A titre d’exemples, citons la vérification tatillonne du contenu et de la rédaction des délibérations, les justifications croisées et répétées à fournir dans le domaine budgétaire, le contrôle minutieux sur les emplois, la demande de comptes trimestrielle (au lieu d’annuelle) pour l’utilisation des crédits de sécurité, pour l’utilisation du plafond d’emplois et de la masse salariale, le triple plafond de gestion, etc. L’application de la lettre des textes, ou des pratiques anciennes, s’opère au détriment de l’esprit nouveau voulu par le législateur. De surcroît, l’arsenal réglementaire n’est pas totalement adapté au principe d’autonomie. »
Nul doute que les technocrates ministériels ne partagent le point de vue de Madame Canto-Sperber sur la nature humaine, surtout celle des universitaires. D'un autre côté, on peut le comprendre quand on lit ce qui se passe dans des universités comme celles de Rouen ou Lyon III, par exemple...
Sur ce dernier exemple, un courrier du 12 juin ;
Objet : Guyot

Le Cneser disciplinaire prononce à nouveau la mise à la retraite d'office de Gilles Guyot, ancien président de Lyon-III

Le Cneser statuant en matière disciplinaire, mardi 9 juin 2009, a de nouveau prononcé la mise à la retraite d'office de Gilles Guyot, président de l'université Jean-Moulin Lyon-III de 1997 à 2002. Le 10 juin 2008, l'instance disciplinaire du Cneser avait déclaré Gilles Guyot coupable de « favoritisme », « prise illégale d'intérêts » et de pratiques gestionnaires « contraires à l'honneur et à la probité ». Le Conseil d'État avait, par une décision rendue le 20 mars 2009, annulé la sanction de la mise à la retraite d'office et renvoyé l'affaire devant le Cneser.


En déplacement à l'étranger, l'actuel président de Lyon-III, Hugues Fulchiron, « prend acte de la décision du Cneser, sans commentaire particulier », indique la directrice de communication de l'université, France Laredo. « A son retour, lundi 15 juin, le président enclenchera les procédures administratives. »

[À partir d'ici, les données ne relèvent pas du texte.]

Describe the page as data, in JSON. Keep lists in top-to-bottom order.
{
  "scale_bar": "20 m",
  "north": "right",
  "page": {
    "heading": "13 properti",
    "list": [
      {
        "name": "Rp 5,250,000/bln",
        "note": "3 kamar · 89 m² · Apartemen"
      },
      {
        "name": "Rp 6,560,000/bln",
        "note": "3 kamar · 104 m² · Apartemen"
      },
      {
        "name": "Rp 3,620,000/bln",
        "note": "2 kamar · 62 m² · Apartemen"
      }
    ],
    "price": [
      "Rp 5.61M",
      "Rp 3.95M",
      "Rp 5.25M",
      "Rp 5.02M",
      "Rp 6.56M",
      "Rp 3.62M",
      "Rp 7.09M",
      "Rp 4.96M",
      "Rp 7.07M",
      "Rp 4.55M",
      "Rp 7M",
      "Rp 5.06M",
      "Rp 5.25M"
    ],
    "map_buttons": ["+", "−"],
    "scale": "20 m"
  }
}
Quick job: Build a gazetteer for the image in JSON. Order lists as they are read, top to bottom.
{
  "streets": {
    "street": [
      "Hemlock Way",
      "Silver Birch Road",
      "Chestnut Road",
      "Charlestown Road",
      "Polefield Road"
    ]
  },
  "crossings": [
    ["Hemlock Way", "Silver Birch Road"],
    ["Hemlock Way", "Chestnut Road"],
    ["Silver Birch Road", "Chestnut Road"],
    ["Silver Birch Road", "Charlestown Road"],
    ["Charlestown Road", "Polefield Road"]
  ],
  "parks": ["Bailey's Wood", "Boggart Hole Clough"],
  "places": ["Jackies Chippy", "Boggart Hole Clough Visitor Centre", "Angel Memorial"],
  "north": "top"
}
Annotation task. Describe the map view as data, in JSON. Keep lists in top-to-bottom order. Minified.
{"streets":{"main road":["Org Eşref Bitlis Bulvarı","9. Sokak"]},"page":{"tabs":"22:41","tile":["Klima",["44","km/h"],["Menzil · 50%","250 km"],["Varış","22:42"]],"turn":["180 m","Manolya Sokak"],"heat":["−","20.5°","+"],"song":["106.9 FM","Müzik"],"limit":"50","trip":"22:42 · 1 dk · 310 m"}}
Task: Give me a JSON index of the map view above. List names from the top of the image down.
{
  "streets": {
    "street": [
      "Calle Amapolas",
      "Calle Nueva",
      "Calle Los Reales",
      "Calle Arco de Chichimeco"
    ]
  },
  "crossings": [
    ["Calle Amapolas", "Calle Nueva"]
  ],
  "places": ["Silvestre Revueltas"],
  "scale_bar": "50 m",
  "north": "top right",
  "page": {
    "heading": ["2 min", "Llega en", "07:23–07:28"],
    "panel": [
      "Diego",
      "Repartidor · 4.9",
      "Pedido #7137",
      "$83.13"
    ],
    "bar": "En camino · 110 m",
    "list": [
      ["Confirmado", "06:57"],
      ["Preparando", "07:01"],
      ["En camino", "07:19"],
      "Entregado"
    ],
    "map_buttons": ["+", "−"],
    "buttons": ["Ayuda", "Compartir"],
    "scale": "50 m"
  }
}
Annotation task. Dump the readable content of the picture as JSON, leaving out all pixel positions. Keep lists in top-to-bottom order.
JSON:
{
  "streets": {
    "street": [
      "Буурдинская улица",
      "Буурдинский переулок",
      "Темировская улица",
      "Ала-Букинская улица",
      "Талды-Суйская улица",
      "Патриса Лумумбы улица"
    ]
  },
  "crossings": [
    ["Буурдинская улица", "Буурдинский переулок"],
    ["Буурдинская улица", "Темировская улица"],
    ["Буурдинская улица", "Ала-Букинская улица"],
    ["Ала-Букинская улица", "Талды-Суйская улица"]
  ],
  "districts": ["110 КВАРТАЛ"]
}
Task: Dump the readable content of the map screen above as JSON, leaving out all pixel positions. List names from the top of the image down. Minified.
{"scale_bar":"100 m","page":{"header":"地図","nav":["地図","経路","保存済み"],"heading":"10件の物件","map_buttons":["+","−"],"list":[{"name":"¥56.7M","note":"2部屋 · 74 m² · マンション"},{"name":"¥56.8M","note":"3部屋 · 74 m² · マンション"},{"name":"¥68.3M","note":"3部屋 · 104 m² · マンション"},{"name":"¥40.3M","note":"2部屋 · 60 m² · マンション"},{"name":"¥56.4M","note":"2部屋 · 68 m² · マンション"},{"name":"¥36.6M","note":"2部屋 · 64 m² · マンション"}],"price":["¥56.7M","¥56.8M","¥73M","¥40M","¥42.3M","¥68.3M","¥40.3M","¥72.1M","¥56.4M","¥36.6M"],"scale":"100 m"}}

Par ailleurs, jeudi 11 juin 2009, l'association d'étudiants de 
Lyon-III, Hippocampe, a adressé une lettre ouverte à Valérie Pécresse, « au sujet de la position du recteur Debbasch dans le dossier, qui devrait logiquement conduire à sa démission » et « au sujet des frais d'avocats de Gilles Guyot toujours payés par Lyon-III ». Rappelant « les engagements sur l'honneur » pris par la ministre de l'Enseignement supérieur et de la recherche le 23 mai 2007 (notamment « de requérir une sanction exemplaire » dès lors que les condamnations pénales de Gilles Guyot seraient définitives), l'association dénonce « la position démissionnaire » de Roland Debbasch, recteur de l'académie de Lyon. Lors de l'audience du Cneser, la secrétaire générale de l'académie de Lyon, Brigitte Bruschini, a fait savoir que le recteur « s'en remettait à la sagesse de la juridiction » et « n'avait aucune observation à faire sur ce dossier », rapporte Hippocampe.

REMBOURSEMENT DES FRAIS DE JUSTICE

Hippocampe demande également à la ministre « le remboursement, au titre de l'action récursoire de l'Etat, des frais de justice engagés par l'université au bénéfice de Gilles Guyot », frais qui représenteraient « une somme de plus de 100 000 euros ». Selon l'association, « les fautes pénales pour lesquelles Gilles Guyot a été condamné, et notamment la prise illégale d'intérêt, peuvent être difficilement considérées comme des fautes de service » et l'action récursoire « promise » par Valérie Pécresse « se fait toujours attendre ». 

Sur le plan pénal, après une confirmation le 27 février 2008 par la cour d'appel de Lyon des jugements prononcés en première instance (par le tribunal de grande instance de Lyon, le 30 mars 2007), Gilles Guyot s'est pourvu en cassation. Dans un arrêt du 17 décembre 2008, la Cour de cassation a rejeté ce pourvoi, rendant ces condamnations définitives.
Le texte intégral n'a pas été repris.